The second category of surrender is a daily practise; it is a daily discipline of being willing to give up our prejudice, our pre-judgment with reality. We all operate with a filter that we project on to reality and we come to life with various ancestral patterns, which in the East they call Samskaras. Being willing to surrender means to pause and to give up our pre-judgment about the experience that is happening. All through life, experiences happen and sometimes we react very badly because we don’t think it suits us. In that moment it’s being willing to pause and to ask the question “What if this was happening for my benefit?” All of us have had multiple experiences of having a disappointment, then weeks, months or years later, coming to the awareness that it is was one of the best things that has ever happened to us. 

IT’S ABOUT HAVING A WILLINGNESS TO SEE LIFE FROM A DIFFERENT PERSPECTIVE, SO THAT WHEN AN EVENT OCCURS, WE DON’T LABEL IT GOOD OR BAD.

It is important to understand that we are very quick to pre-judge an experience, to pre-judge life as it arises. Surrender of the educational variety is really being willing to wait and see what life gives us. It is the alternative to trying to get something from life, which we often consciously or unconsciously do through the mode of control. We need to be willing to pause, to literally suspend judgement and see what life is giving us. It is basically an acceptance of what is. 

Eckhart Tolle, amongst many others, talks about acceptance of what is. The fascinating thing is that everyday events occur and many of us spend hours fighting with and arguing about something that has already happened and we try to change that. This is pure insanity and yet we all spend a lot of our lives doing it. The alternative is to surrender to what is happening, to approach life with a natural, innate curiosity. Of course, many young children and many animal species have that approach to life – they have curiosity to see what is occurring in each moment. It’s about having a willingness to see life from that perspective so that when an event occurs, we don’t label it good or bad, because in that moment we have no idea whether an experience is good or bad.

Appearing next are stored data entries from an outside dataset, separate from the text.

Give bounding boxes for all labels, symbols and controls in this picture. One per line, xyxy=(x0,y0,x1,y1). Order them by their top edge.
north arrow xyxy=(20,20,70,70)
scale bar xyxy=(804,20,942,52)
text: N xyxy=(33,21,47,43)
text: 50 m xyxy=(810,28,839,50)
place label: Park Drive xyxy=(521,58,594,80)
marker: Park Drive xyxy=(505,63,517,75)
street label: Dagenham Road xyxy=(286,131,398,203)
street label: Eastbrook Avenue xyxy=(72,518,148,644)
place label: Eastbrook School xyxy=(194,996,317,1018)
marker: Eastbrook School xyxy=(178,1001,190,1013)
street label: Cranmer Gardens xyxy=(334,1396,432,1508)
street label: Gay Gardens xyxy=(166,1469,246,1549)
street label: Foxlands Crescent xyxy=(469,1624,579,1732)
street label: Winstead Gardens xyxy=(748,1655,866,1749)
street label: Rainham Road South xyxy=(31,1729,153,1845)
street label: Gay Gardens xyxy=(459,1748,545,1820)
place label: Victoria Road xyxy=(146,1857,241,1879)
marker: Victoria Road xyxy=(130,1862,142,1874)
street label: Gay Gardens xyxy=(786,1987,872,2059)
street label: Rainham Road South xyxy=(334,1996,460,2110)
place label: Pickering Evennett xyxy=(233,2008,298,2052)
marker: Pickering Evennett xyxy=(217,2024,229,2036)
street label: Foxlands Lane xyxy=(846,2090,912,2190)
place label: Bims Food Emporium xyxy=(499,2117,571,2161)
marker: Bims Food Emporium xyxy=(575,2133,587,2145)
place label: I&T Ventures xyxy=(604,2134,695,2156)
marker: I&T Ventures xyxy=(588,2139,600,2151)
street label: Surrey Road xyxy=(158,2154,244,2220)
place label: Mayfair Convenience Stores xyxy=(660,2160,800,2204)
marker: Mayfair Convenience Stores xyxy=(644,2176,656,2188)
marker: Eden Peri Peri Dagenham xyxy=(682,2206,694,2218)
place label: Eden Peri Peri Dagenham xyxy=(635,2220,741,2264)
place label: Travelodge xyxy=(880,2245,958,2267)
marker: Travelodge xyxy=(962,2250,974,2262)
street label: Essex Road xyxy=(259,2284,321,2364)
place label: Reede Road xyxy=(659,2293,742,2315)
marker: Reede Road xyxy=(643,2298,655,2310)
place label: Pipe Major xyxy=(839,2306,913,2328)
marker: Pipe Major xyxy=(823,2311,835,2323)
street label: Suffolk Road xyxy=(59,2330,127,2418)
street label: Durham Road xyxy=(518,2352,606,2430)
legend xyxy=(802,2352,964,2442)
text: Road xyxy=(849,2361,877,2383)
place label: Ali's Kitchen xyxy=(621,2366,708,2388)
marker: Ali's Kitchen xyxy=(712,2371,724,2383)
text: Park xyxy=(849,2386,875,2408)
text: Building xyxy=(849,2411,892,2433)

Often, in relationships, when somebody says something that triggers us, we think it is what that person said, but in all reality, it has nothing to do with it. All that’s happened is that what has been said has caused an old pattern, an old experience to rise up. Life in that moment is supporting us to change that pattern, to heal it and to move through it. If we could surrender to the possibility, that life is working with us, not against us, then we could have a different experience. As the title suggests, this is an art, not an exact science and it’s something we need to practise in an imperfect way. 

I want to cover one last item. Lara often says that people want to hear something about ‘grace’, which is probably my favourite word in the English language. Whether we understand it to mean some form of divine energy, or life energy, or universal energy, it really doesn’t matter. We can even suspend a belief about whether it exists or not, but if it does exist, it seems to me that two things must be true about grace.

The first is that it must be available 24 hours, 7 days a week.  Just think about that for a moment, because if it’s only available between 3pm and 5.30pm or between 8am and 9am, then it’s not grace, it’s not freely available all the time. 

The second thing that needs to be true is that it’s available to everyone equally. If it was more available to Lara than to me, or it was more available to people in Europe or Africa or wherever, it just doesn’t make sense. 

So, if we want to be believe in grace then the only thing that is stopping us receiving grace throughout the day is us.  The only thing that gets in the way is our desire to be in control, our pre-judgment of reality. 

I experience grace daily, but probably about four or five per cent of what I could experience. The thing that gets in our way is our inability or our unwillingness to surrender to the moment. When we are in the moment, and we are willing to meet life with curiosity, that is when we encounter grace. 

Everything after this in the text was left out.